Fuel Surcharge Management
What is Fuel Surcharge Management?
Fuel surcharge management maintains dynamic fuel surcharge calculations that adjust transportation rates based on current diesel fuel prices. Most carrier contracts and many customer agreements include fuel surcharges that fluctuate with the Department of Energy's weekly fuel price index. TMS.ai's fuel surcharge tables store the calculation methodology (base fuel price, price brackets, surcharge percentages) and automatically add the appropriate fuel surcharge to base rates when quoting or rating freight. This ensures your pricing reflects current fuel costs without manually updating every rate in your system every week.
Fuel surcharges protect your margin from fuel price volatility. When diesel prices spike, your costs increase. If you're locked into flat customer rates without fuel surcharges, you absorb those cost increases and your margins shrink. With properly configured fuel surcharges, your customer rates adjust automatically as your carrier costs increase, maintaining consistent margins regardless of fuel price fluctuations.
How Fuel Surcharge Management works:
- Navigate to Rating and select Fuel Surcharges. Access the fuel surcharge management area where you'll build and maintain your fuel surcharge calculation tables for both customer and carrier fuel surcharges.

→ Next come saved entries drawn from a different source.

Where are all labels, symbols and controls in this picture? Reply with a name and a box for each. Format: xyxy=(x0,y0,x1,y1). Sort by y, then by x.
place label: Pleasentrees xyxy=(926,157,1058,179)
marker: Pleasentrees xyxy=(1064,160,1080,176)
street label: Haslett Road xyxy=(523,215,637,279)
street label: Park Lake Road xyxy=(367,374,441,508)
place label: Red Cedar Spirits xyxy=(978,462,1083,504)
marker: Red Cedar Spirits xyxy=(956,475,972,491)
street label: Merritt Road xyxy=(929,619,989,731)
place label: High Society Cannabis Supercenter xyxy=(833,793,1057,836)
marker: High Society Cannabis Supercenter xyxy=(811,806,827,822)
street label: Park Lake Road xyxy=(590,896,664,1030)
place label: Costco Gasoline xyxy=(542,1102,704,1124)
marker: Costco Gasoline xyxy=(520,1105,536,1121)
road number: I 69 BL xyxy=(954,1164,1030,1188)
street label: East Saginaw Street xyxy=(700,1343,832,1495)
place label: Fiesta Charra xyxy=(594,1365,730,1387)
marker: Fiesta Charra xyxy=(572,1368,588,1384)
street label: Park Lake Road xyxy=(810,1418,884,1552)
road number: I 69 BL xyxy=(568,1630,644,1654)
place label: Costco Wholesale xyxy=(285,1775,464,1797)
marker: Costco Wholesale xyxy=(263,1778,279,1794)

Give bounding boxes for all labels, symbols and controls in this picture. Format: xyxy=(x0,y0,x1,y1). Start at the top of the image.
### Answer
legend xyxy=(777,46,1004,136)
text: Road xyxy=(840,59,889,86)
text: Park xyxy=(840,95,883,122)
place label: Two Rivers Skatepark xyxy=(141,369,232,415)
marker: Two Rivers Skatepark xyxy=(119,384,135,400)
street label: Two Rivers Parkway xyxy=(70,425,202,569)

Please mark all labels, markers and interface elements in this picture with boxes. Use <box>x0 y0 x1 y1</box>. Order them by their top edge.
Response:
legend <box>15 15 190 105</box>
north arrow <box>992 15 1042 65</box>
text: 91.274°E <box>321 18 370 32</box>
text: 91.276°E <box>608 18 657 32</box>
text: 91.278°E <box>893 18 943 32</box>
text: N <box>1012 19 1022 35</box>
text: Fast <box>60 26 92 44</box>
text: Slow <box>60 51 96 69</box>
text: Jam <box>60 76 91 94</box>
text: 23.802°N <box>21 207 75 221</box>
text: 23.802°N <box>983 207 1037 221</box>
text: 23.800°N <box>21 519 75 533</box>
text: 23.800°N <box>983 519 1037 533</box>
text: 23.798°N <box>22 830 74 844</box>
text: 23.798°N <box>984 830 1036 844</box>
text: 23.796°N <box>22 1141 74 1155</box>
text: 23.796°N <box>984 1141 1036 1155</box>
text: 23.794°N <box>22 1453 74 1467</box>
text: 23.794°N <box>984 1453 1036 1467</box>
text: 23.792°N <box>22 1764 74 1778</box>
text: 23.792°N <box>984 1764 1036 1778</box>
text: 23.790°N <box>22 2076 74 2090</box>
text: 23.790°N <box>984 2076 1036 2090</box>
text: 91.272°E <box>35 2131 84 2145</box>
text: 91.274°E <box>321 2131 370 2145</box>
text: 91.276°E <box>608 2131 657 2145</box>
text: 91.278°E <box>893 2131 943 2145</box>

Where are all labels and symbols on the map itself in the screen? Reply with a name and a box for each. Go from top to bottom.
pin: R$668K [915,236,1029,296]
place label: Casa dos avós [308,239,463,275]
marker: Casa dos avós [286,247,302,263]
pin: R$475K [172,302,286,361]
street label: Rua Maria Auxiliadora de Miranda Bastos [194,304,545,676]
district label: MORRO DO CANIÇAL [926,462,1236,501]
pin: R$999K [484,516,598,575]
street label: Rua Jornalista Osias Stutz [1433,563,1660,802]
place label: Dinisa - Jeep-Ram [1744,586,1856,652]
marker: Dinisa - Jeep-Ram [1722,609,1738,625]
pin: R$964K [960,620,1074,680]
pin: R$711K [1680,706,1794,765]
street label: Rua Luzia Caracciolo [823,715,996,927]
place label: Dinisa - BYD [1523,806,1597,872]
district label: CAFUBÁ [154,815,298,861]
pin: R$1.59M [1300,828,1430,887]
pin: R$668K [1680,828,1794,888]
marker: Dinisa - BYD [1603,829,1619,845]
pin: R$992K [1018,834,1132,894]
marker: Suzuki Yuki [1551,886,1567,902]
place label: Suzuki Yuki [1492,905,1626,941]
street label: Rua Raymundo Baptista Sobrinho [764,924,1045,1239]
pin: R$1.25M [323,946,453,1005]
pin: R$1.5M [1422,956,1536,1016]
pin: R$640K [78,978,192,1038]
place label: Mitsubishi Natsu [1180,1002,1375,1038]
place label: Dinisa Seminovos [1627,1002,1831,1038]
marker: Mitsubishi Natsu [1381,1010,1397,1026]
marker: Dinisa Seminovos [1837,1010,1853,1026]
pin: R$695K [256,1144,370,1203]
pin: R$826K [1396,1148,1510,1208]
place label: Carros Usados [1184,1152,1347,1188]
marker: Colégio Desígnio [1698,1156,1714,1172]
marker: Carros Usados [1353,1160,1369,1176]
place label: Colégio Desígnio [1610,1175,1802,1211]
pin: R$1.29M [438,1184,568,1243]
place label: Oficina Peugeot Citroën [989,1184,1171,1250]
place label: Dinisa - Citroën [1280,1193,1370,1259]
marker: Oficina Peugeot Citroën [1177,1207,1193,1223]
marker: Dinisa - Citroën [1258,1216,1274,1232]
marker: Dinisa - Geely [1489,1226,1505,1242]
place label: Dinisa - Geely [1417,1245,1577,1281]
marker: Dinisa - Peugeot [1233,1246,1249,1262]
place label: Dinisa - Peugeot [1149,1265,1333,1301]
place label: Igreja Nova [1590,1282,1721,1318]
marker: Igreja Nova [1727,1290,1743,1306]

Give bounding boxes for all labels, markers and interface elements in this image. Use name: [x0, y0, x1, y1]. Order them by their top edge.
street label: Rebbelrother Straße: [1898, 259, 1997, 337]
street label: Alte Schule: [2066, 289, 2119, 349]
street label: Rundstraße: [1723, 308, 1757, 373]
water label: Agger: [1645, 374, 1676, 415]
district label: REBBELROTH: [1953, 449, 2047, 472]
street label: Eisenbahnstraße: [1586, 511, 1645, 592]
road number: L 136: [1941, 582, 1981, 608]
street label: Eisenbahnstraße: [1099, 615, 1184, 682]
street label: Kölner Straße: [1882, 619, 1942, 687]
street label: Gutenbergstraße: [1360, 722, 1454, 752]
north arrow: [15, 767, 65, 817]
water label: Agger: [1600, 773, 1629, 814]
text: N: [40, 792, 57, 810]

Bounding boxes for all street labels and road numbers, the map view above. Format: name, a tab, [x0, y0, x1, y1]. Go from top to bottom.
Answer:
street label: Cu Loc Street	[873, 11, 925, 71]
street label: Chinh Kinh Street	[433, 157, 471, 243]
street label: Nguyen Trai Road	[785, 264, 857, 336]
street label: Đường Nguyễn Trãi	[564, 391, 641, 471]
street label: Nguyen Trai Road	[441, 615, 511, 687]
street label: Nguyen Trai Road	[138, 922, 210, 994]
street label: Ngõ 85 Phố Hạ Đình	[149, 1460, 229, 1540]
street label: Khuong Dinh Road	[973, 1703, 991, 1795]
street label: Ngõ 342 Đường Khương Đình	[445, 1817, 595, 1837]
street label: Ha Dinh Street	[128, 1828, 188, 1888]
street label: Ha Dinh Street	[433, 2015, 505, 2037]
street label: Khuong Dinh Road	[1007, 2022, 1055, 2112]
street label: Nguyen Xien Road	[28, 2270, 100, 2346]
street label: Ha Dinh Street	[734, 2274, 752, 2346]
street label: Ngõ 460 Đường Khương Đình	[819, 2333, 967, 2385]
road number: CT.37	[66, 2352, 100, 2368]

- Click "Create Fuel Surcharge Table" to build a new calculation. The creation interface opens where you'll define the surcharge name, base fuel price, price brackets, and surcharge percentages that apply at each bracket.
- Name the fuel surcharge table descriptively. Use names that clearly indicate what this surcharge applies to, like "Standard Customer FSC - DOE Index" or "Carrier ABC FSC Schedule." If you have different surcharge structures for different customers or carriers, distinct naming helps avoid confusion.
- Set the base fuel price for the calculation. Enter the fuel price baseline that triggers zero surcharge. For example, many surcharges use $1.20 per gallon as the base. When the actual fuel price is at or below this base, no surcharge applies. When prices exceed the base, the surcharge kicks in.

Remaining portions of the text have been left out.